Edible Tastings: Christina's Homemade Ice Cream
Photo by Michael Piazza
If you’ve ordered ice cream for dessert at a Boston-area restaurant in the past 20 years and loved it, chances are it came from Christina’s Homemade Ice Cream in Cambridge. Using only cream, milk, and sugar as a base, owner Ray Ford creates custom flavors from ingredients stocked in his spice shop (adjacent to the ice cream store). Over 400 area restaurants buy from him weekly. In addition to the typical chocolate chip, coffee, and French vanilla, Christina’s menu boasts flavors like green tea—made with real Japanese matcha powder—coconut cream, Grand Marnier, cinnamon rice pudding, and carrot cake.
But in summertime he sets the intense flavors of dried spices aside in favor of more delicate, subtle, fresh ingredients. Beginning in early June, Ford orders herbs and flowers from Eva’s Garden in South Dartmouth, Massachusetts, and begins making small batches of seasonal flavors like fresh rose petal, fresh chocolate peppermint, anise hyssop, honey lavender, and sage. Available in limited quantities and for just a few weeks in June and early July, these flavors sing of the season, so be sure to make a trip to Inman Square to seek them out. But in case you miss these fleeting flavors, here’s a nod to a few of Christina’s standards, just as delightful as the seasonal varieties, but available year-round.

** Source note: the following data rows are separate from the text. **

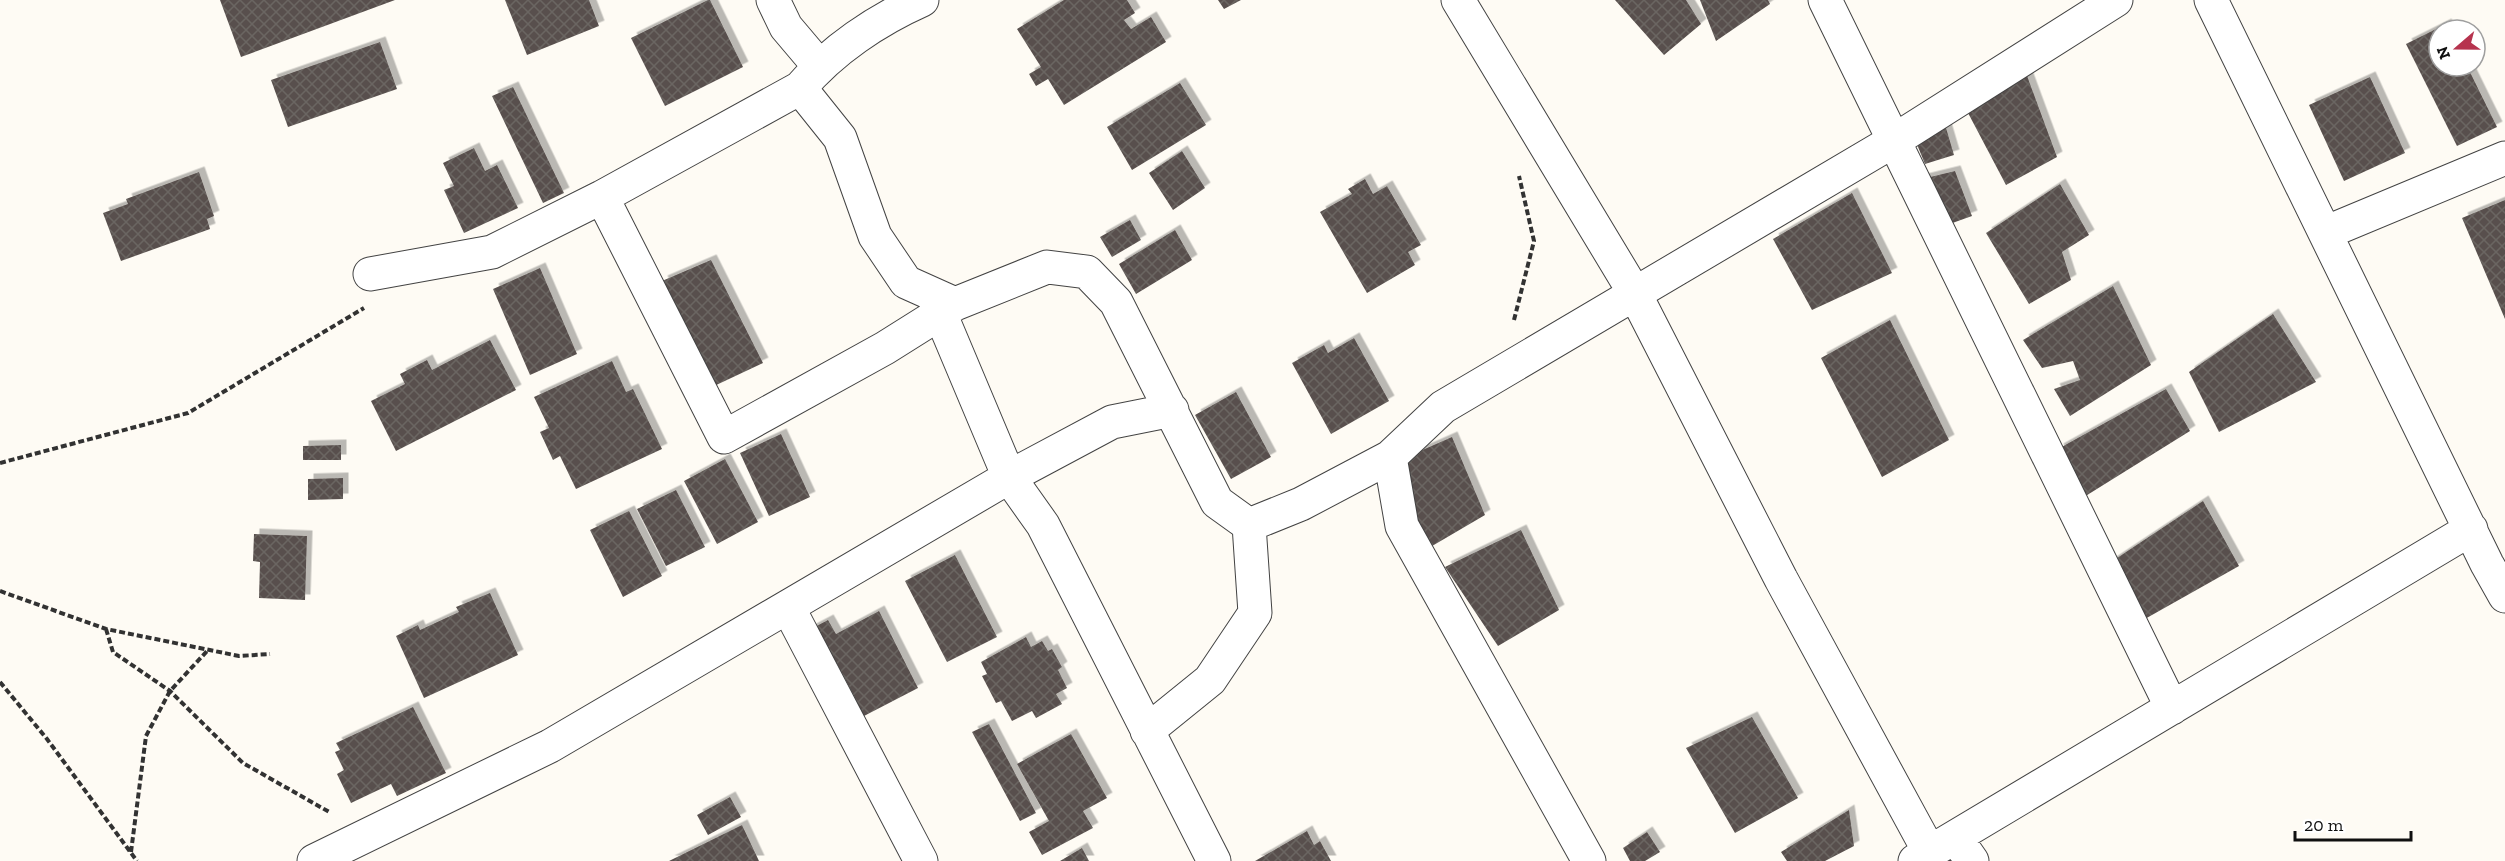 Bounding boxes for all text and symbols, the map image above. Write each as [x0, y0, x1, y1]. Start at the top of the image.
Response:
north arrow [2427, 18, 2487, 78]
text: N [2432, 44, 2454, 62]
scale bar [2295, 804, 2410, 842]
text: 20 m [2304, 814, 2344, 836]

(pictured above, left to right)
Sweet Cream Made from just milk, cream, and sugar, this is the most straightforward of all ice creams, even more so than vanilla. Richly textured, creamy and not too sweet. Pair with ripe local berries or cut stone fruit.
Burnt Sugar Ford “burns the sugar black” outside in foil pans set on top of a barbeque grill to reduce the brown sugar to a thick syrup, then mixes it with cream and milk. Its bittersweet amber flavor is much like the top of a crème brulee.
Ginger Molasses Freshly grated ginger and dark, treacly molasses evoke the best gingersnap cookie, creamy and spicy and rich. A perennial favorite, any time of year.
Khulfi Along with mango, coconut, and ginger, it was Indian restaurants’ orders for this cardamom-infused pistachio-studded ice cream that prompted Ford to start making it at the shop. But unlike the traditional Indian dessert which can be thick, icy, and dense, Christina’s version blends the flavorings of khulfi with the texture of traditional American-style ice cream for a smooth and creamy exotic treat.